### DATASET RECORDS
★ ★ ★

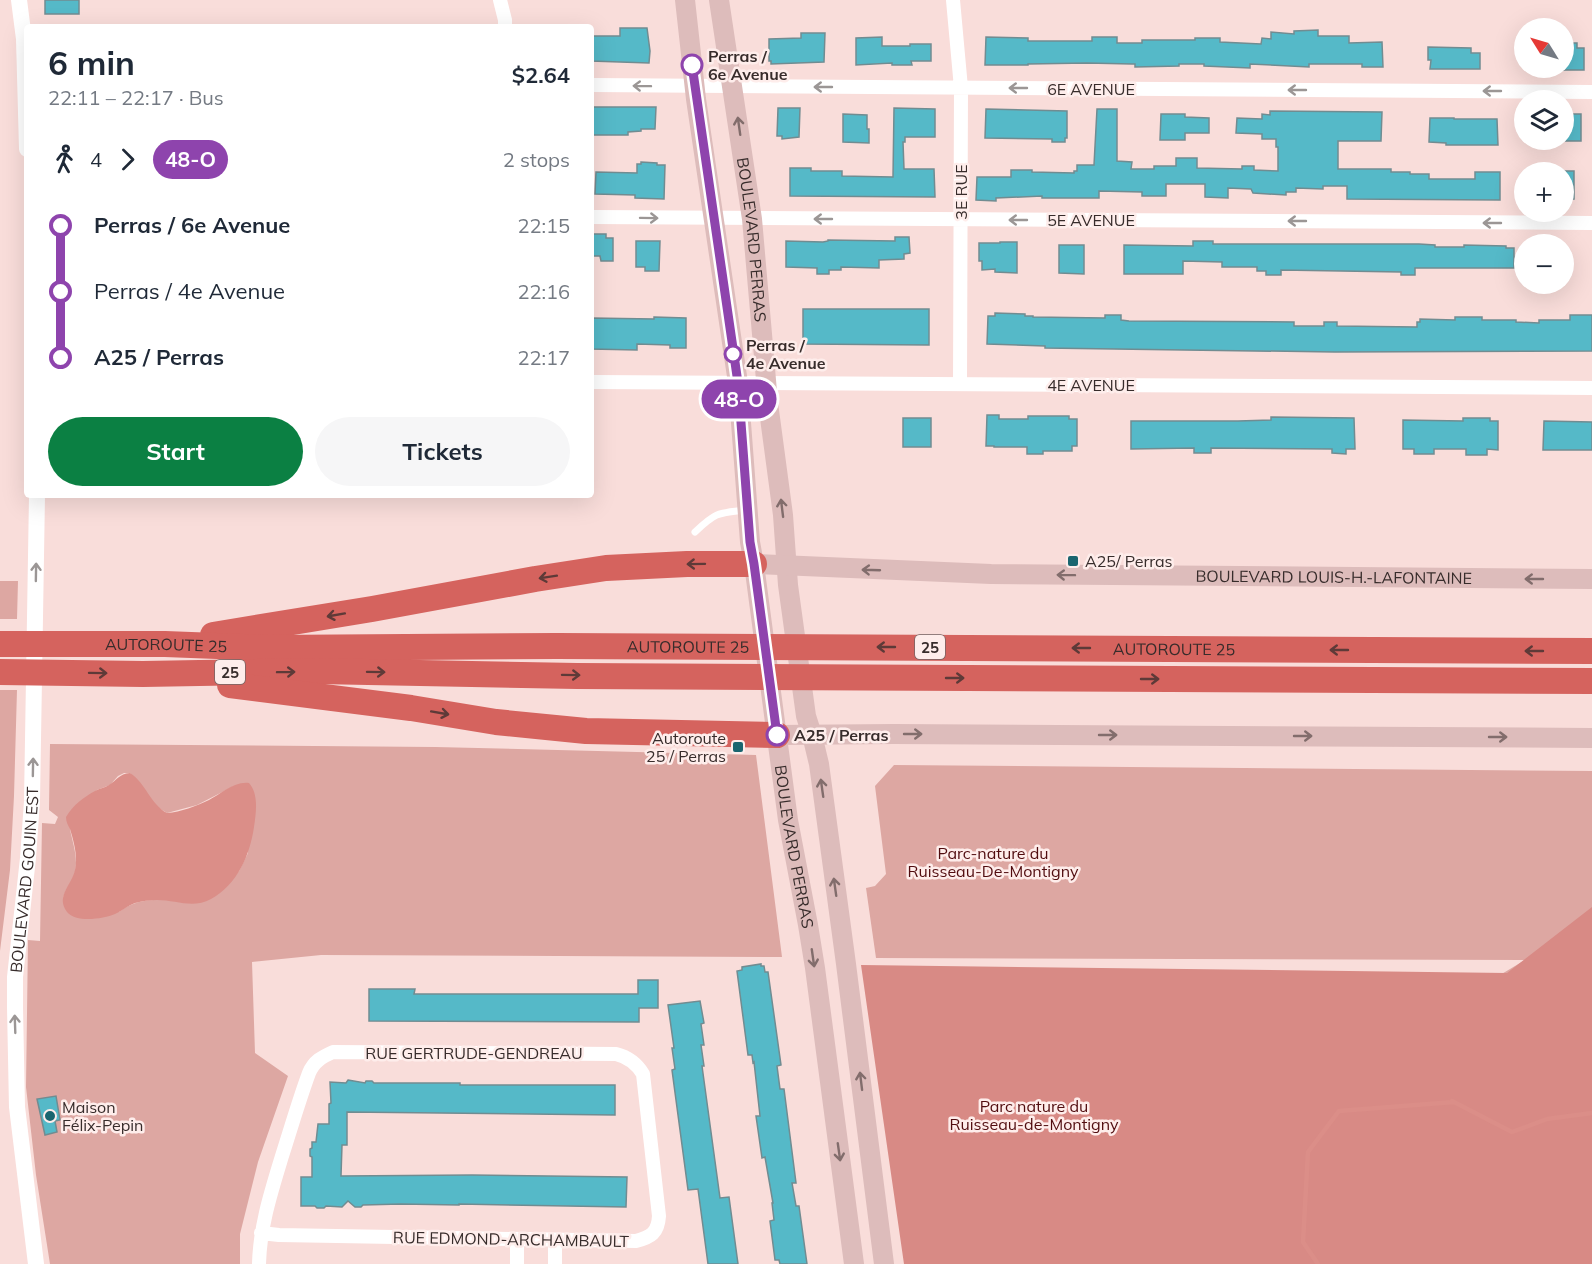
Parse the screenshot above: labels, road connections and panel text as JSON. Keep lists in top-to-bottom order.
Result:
{
  "streets": {
    "highway": ["AUTOROUTE 25", "25"],
    "main road": ["BOULEVARD PERRAS", "BOULEVARD LOUIS-H.-LAFONTAINE"],
    "street": [
      "6E AVENUE",
      "3E RUE",
      "5E AVENUE",
      "4E AVENUE",
      "BOULEVARD GOUIN EST",
      "RUE GERTRUDE-GENDREAU",
      "RUE EDMOND-ARCHAMBAULT"
    ]
  },
  "crossings": [
    ["6E AVENUE", "3E RUE"],
    ["6E AVENUE", "BOULEVARD PERRAS"],
    ["3E RUE", "5E AVENUE"],
    ["3E RUE", "4E AVENUE"],
    ["5E AVENUE", "BOULEVARD PERRAS"],
    ["BOULEVARD PERRAS", "4E AVENUE"],
    ["BOULEVARD PERRAS", "BOULEVARD LOUIS-H.-LAFONTAINE"],
    ["RUE GERTRUDE-GENDREAU", "RUE EDMOND-ARCHAMBAULT"]
  ],
  "one_way": ["6E AVENUE", "BOULEVARD GOUIN EST"],
  "parks": ["Parc-nature du Ruisseau-De-Montigny", "Parc nature du Ruisseau-de-Montigny"],
  "places": {
    "other": [
      "Perras / 6e Avenue",
      "Perras / 4e Avenue",
      "A25 / Perras",
      "Maison Félix-Pepin"
    ],
    "transit": ["A25/ Perras", "Autoroute 25 / Perras"]
  },
  "lines": ["bus line 48-O"],
  "north": "top left",
  "page": {
    "on_map": "48-O",
    "map_buttons": ["+", "−"],
    "heading": ["6 min", "22:11 – 22:17 · Bus", "$2.64"],
    "legs": ["4", "48-O", "2 stops"],
    "list": [
      {
        "name": "Perras / 6e Avenue",
        "value": "22:15"
      },
      {
        "name": "Perras / 4e Avenue",
        "value": "22:16"
      },
      {
        "name": "A25 / Perras",
        "value": "22:17"
      }
    ],
    "buttons": ["Start", "Tickets"]
  }
}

★ ★ ★

### WHAT NEEDS TO BE DONE
What you return must match each record exactly and contain no images.

### THE ANSWER
Parse the screenshot above: labels, road connections and panel text as JSON. Keep lists in top-to-bottom order.
Result:
{
  "streets": {
    "highway": ["AUTOROUTE 25", "25"],
    "main road": ["BOULEVARD PERRAS", "BOULEVARD LOUIS-H.-LAFONTAINE"],
    "street": [
      "6E AVENUE",
      "3E RUE",
      "5E AVENUE",
      "4E AVENUE",
      "BOULEVARD GOUIN EST",
      "RUE GERTRUDE-GENDREAU",
      "RUE EDMOND-ARCHAMBAULT"
    ]
  },
  "crossings": [
    ["6E AVENUE", "3E RUE"],
    ["6E AVENUE", "BOULEVARD PERRAS"],
    ["3E RUE", "5E AVENUE"],
    ["3E RUE", "4E AVENUE"],
    ["5E AVENUE", "BOULEVARD PERRAS"],
    ["BOULEVARD PERRAS", "4E AVENUE"],
    ["BOULEVARD PERRAS", "BOULEVARD LOUIS-H.-LAFONTAINE"],
    ["RUE GERTRUDE-GENDREAU", "RUE EDMOND-ARCHAMBAULT"]
  ],
  "one_way": ["6E AVENUE", "BOULEVARD GOUIN EST"],
  "parks": ["Parc-nature du Ruisseau-De-Montigny", "Parc nature du Ruisseau-de-Montigny"],
  "places": {
    "other": [
      "Perras / 6e Avenue",
      "Perras / 4e Avenue",
      "A25 / Perras",
      "Maison Félix-Pepin"
    ],
    "transit": ["A25/ Perras", "Autoroute 25 / Perras"]
  },
  "lines": ["bus line 48-O"],
  "north": "top left",
  "page": {
    "on_map": "48-O",
    "map_buttons": ["+", "−"],
    "heading": ["6 min", "22:11 – 22:17 · Bus", "$2.64"],
    "legs": ["4", "48-O", "2 stops"],
    "list": [
      {
        "name": "Perras / 6e Avenue",
        "value": "22:15"
      },
      {
        "name": "Perras / 4e Avenue",
        "value": "22:16"
      },
      {
        "name": "A25 / Perras",
        "value": "22:17"
      }
    ],
    "buttons": ["Start", "Tickets"]
  }
}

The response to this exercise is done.